[Dataset entries]

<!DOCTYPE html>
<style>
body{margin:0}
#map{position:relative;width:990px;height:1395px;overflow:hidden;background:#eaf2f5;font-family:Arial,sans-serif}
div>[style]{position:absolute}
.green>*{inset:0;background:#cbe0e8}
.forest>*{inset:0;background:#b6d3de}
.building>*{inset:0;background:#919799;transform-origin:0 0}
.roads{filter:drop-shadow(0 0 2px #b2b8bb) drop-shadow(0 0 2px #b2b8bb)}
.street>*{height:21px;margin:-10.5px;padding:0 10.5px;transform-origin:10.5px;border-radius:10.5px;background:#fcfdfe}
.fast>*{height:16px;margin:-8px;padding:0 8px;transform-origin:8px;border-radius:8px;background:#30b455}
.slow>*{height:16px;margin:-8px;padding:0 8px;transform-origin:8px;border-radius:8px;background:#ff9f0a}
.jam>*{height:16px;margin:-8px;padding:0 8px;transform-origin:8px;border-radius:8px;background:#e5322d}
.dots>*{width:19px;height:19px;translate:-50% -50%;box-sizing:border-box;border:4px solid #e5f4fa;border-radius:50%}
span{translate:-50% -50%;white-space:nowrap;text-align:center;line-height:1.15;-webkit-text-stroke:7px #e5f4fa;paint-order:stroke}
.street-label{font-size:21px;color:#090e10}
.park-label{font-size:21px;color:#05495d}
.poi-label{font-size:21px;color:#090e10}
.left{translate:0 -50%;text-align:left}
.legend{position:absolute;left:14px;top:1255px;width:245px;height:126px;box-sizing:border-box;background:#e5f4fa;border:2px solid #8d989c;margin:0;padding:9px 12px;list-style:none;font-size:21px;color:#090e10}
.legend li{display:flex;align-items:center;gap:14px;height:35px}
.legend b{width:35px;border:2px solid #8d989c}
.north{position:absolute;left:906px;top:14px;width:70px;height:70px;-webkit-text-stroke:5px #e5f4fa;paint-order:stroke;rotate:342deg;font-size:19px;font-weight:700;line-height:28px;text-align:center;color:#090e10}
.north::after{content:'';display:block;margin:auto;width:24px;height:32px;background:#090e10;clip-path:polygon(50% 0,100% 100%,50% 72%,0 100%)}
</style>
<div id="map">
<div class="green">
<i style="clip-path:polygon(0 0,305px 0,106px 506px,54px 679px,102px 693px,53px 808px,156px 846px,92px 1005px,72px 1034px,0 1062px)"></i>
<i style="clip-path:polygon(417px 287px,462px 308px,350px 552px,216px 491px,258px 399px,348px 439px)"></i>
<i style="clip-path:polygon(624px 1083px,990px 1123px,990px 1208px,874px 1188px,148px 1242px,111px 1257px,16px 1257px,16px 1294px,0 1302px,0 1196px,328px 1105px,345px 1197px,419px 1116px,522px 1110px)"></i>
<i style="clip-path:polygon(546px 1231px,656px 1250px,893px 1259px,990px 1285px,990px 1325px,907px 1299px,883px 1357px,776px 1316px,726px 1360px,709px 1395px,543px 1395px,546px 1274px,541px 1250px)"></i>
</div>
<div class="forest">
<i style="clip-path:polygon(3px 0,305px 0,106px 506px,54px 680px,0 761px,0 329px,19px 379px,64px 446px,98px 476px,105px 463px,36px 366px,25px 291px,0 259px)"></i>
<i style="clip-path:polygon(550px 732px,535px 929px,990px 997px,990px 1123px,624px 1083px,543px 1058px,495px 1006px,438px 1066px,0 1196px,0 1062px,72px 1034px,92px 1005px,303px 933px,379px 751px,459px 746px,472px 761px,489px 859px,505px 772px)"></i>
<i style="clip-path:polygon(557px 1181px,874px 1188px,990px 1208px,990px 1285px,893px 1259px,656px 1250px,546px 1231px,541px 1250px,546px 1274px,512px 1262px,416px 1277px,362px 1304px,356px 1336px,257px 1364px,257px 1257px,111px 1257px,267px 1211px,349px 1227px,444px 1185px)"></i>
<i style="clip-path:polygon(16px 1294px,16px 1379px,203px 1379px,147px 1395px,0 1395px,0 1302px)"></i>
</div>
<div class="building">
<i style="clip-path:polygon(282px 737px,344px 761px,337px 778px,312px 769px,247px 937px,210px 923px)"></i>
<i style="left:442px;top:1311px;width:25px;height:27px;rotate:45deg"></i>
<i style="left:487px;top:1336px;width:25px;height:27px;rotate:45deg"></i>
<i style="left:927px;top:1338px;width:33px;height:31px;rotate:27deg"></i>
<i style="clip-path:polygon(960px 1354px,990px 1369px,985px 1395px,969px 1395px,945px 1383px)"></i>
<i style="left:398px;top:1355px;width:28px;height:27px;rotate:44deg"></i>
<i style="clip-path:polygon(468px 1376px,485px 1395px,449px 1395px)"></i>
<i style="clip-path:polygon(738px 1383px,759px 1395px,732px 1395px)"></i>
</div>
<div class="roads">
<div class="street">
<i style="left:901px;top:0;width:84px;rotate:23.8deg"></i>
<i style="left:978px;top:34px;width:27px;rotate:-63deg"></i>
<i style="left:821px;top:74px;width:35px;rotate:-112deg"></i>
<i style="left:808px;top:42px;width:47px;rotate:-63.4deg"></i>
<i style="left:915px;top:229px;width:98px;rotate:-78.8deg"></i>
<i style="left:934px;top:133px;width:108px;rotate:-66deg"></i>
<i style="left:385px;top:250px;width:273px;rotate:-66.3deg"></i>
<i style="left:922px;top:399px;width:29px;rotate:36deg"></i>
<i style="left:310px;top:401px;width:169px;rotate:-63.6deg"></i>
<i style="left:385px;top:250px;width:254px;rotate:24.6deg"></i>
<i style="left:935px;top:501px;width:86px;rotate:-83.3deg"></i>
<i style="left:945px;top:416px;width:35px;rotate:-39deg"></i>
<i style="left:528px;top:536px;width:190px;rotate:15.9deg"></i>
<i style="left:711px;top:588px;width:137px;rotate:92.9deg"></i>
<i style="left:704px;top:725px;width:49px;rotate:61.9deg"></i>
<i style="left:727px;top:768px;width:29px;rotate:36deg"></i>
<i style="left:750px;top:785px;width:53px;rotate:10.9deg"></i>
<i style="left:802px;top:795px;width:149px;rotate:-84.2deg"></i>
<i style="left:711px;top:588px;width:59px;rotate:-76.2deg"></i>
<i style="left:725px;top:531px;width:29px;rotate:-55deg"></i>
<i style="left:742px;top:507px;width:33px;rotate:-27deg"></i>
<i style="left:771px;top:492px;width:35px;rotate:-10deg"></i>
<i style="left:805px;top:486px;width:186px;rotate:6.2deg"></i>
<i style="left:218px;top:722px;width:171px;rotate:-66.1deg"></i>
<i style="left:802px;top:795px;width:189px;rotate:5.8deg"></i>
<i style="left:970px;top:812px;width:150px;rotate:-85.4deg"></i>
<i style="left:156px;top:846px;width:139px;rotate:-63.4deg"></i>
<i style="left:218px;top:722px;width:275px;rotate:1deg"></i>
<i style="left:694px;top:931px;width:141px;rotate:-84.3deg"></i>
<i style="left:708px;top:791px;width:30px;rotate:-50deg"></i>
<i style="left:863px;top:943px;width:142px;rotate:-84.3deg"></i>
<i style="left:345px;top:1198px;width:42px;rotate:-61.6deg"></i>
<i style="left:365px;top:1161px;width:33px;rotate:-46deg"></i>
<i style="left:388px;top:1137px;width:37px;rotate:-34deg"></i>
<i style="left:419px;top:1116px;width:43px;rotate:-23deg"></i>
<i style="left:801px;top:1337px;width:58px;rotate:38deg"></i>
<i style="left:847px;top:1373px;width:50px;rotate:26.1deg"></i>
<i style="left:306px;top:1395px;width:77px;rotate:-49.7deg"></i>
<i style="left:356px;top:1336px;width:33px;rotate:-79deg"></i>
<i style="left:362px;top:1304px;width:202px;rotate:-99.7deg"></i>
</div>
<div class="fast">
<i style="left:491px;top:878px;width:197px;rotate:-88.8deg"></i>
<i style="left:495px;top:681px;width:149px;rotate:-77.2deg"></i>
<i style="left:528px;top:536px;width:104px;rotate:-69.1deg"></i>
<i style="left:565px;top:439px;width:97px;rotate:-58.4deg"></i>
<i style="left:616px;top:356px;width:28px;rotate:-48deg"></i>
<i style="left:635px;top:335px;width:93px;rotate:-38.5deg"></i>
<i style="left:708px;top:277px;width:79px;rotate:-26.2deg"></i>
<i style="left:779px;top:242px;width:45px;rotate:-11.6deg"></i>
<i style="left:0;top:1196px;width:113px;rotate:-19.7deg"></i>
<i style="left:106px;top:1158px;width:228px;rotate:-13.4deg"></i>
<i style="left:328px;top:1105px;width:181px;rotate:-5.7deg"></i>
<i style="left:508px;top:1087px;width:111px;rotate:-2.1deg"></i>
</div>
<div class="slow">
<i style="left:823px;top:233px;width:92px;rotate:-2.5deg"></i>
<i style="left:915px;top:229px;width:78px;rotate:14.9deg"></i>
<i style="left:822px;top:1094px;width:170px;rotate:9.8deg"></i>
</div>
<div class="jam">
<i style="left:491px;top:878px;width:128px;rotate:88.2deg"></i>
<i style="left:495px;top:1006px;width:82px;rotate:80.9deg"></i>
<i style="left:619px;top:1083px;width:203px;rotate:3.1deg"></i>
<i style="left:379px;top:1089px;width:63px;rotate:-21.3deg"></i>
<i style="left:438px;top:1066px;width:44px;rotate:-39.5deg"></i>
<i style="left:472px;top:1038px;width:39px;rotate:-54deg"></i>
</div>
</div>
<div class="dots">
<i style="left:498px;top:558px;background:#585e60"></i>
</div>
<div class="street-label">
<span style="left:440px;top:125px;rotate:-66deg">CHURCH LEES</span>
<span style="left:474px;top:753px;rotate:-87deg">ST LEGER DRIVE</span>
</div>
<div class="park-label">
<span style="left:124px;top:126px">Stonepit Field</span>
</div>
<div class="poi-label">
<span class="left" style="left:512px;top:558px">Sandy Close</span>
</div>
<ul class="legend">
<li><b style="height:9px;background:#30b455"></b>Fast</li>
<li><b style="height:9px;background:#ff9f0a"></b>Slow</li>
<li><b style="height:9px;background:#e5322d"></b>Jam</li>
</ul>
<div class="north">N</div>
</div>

* * *

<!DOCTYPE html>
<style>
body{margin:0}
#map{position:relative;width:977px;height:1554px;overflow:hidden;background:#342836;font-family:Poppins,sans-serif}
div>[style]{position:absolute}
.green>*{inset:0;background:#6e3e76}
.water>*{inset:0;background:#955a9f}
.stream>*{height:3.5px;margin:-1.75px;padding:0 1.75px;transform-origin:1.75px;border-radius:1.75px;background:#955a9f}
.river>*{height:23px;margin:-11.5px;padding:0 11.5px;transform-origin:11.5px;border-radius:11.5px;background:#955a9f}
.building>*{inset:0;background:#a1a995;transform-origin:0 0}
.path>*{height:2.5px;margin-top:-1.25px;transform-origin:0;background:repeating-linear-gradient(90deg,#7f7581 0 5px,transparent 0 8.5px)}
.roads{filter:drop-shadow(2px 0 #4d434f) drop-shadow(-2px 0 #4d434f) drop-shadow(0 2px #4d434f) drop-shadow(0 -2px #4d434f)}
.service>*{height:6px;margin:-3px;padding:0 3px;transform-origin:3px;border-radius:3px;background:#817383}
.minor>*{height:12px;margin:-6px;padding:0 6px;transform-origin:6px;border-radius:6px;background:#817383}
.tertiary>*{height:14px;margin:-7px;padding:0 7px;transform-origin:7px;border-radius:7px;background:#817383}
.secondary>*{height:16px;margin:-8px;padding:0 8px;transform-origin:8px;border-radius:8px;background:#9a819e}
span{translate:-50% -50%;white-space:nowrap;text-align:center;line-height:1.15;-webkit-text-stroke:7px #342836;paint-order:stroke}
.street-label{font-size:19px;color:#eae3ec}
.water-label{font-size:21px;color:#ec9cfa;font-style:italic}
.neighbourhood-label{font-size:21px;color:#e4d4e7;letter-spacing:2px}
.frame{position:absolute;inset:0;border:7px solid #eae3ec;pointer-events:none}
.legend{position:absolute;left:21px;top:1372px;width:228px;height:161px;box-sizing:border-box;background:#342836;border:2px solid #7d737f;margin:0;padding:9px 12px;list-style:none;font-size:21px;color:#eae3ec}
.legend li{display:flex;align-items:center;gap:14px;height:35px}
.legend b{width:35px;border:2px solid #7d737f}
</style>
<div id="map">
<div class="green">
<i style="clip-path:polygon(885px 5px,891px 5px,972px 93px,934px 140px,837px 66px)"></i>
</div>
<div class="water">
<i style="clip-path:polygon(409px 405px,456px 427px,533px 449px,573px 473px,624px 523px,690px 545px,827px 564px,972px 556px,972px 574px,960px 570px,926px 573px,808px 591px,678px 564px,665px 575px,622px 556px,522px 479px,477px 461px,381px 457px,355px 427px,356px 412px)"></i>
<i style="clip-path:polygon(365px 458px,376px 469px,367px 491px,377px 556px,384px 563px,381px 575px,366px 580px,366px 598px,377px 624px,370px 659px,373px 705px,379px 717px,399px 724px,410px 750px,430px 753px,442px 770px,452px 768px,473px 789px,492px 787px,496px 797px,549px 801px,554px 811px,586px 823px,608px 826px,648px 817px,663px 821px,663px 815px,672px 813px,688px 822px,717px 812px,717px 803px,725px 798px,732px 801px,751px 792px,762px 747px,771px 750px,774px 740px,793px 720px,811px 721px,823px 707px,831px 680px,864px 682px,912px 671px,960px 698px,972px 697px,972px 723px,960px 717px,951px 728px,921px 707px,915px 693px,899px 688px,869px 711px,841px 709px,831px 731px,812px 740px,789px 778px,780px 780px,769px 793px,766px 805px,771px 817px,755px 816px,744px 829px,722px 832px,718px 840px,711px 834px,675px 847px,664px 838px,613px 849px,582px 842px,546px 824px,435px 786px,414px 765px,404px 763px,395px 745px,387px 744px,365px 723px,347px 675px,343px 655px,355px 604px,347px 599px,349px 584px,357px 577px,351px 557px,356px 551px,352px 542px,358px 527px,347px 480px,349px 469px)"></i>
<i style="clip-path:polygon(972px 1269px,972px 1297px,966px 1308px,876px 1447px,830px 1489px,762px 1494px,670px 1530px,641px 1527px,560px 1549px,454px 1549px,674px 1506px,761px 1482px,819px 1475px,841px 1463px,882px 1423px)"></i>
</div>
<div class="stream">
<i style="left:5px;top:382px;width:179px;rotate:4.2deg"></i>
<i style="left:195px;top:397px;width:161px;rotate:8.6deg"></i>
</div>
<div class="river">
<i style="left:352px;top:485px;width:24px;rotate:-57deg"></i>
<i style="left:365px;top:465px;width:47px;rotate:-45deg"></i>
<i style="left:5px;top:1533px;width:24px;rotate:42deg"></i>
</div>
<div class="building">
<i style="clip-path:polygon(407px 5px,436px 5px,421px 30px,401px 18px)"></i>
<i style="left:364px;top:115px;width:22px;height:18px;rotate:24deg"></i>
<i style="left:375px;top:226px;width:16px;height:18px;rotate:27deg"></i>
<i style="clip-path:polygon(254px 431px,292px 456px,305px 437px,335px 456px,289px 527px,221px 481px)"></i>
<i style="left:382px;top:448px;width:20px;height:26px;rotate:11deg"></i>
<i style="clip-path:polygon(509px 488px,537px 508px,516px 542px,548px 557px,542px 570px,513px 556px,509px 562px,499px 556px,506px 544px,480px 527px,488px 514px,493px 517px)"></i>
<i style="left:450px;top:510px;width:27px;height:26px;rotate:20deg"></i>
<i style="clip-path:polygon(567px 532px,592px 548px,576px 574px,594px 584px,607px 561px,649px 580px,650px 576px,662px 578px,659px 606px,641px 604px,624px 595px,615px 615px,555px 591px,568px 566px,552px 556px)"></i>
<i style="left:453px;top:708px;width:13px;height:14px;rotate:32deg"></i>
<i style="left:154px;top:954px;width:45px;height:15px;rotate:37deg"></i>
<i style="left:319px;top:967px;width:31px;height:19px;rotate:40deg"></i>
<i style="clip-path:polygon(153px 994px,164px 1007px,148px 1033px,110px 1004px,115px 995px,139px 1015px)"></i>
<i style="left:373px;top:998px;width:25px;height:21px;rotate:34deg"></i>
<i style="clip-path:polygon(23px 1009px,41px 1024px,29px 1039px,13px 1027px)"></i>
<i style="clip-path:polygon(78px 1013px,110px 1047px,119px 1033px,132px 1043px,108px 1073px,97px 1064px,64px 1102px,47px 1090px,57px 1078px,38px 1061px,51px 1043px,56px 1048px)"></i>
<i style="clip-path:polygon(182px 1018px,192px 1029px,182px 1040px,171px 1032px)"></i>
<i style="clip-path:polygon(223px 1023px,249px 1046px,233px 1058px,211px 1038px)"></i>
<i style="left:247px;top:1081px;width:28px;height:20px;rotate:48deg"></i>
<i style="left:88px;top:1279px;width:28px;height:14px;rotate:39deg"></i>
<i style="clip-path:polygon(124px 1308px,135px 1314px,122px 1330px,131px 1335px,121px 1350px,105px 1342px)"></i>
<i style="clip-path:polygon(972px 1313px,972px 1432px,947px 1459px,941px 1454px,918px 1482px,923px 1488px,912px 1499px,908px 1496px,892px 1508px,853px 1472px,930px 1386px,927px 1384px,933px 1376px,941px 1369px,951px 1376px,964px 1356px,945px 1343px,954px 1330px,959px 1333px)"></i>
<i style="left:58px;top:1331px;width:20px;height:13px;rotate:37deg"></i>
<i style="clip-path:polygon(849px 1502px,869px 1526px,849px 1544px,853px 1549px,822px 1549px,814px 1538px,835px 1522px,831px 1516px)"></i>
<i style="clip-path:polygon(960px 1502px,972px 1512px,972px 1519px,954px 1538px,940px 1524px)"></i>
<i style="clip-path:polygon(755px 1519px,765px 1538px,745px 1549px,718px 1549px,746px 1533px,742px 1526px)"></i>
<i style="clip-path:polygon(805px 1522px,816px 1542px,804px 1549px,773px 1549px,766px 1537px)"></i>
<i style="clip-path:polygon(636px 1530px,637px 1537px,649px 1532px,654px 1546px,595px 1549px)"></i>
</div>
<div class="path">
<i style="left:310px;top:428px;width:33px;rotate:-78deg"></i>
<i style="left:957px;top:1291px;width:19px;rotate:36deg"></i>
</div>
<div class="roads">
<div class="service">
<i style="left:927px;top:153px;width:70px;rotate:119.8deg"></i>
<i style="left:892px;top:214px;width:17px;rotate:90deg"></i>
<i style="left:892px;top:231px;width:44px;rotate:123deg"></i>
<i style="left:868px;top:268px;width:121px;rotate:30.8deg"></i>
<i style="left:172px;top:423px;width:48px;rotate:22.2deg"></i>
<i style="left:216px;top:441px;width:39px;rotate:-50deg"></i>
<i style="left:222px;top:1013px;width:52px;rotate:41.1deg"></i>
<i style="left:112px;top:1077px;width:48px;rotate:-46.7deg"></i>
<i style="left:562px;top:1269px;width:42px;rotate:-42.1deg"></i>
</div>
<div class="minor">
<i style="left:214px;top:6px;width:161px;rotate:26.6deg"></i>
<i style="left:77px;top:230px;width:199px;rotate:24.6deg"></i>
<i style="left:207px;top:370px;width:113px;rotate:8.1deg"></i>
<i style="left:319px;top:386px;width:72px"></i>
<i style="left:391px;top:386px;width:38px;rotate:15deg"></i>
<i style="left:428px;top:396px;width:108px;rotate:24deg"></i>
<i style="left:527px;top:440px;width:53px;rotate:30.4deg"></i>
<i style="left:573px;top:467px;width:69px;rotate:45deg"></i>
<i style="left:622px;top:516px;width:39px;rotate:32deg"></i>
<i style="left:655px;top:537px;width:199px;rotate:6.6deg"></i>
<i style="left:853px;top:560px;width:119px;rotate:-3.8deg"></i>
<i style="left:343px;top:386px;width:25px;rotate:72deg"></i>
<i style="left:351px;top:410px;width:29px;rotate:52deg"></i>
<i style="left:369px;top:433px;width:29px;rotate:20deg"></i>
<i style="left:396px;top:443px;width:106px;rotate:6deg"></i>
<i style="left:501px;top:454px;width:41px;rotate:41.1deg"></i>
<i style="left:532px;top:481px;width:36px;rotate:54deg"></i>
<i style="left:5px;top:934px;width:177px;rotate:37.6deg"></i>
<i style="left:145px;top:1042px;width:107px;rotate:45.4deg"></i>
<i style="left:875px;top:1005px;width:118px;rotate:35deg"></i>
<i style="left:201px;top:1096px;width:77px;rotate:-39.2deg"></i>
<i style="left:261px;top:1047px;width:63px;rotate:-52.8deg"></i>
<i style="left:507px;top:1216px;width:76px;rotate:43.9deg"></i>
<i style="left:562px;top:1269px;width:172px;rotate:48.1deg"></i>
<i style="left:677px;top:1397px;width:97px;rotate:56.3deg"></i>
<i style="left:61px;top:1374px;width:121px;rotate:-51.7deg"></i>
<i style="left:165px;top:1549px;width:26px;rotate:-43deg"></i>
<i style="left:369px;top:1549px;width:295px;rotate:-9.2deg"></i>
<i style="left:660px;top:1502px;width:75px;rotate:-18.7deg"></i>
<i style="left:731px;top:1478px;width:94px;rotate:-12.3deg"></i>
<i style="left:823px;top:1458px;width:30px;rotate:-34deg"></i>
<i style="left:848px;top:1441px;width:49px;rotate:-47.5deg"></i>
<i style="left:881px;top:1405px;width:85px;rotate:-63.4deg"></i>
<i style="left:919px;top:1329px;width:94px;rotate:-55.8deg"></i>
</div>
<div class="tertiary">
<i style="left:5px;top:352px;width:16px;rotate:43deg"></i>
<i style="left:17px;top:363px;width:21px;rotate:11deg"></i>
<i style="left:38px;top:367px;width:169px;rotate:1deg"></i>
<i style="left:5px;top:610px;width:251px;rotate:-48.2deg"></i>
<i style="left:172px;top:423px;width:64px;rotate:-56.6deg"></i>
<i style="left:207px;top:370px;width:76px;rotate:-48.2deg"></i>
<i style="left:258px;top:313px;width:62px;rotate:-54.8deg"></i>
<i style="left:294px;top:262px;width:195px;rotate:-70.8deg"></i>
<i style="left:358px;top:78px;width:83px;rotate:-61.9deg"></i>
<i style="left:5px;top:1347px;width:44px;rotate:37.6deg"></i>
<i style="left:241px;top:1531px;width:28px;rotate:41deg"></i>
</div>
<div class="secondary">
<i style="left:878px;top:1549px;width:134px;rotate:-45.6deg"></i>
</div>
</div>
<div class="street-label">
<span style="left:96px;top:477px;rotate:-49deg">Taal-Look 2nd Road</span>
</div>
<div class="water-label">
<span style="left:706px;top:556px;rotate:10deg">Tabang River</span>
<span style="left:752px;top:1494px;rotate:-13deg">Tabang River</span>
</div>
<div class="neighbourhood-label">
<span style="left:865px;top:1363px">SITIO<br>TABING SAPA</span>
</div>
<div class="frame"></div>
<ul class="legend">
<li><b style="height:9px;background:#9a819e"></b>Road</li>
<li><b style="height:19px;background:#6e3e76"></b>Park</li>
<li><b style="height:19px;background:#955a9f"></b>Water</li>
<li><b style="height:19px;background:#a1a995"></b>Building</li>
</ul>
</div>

* **Task prompt**:
Please count the lines in the data that include the word "relative" and report the number by itself.

* **Exercise result**:
2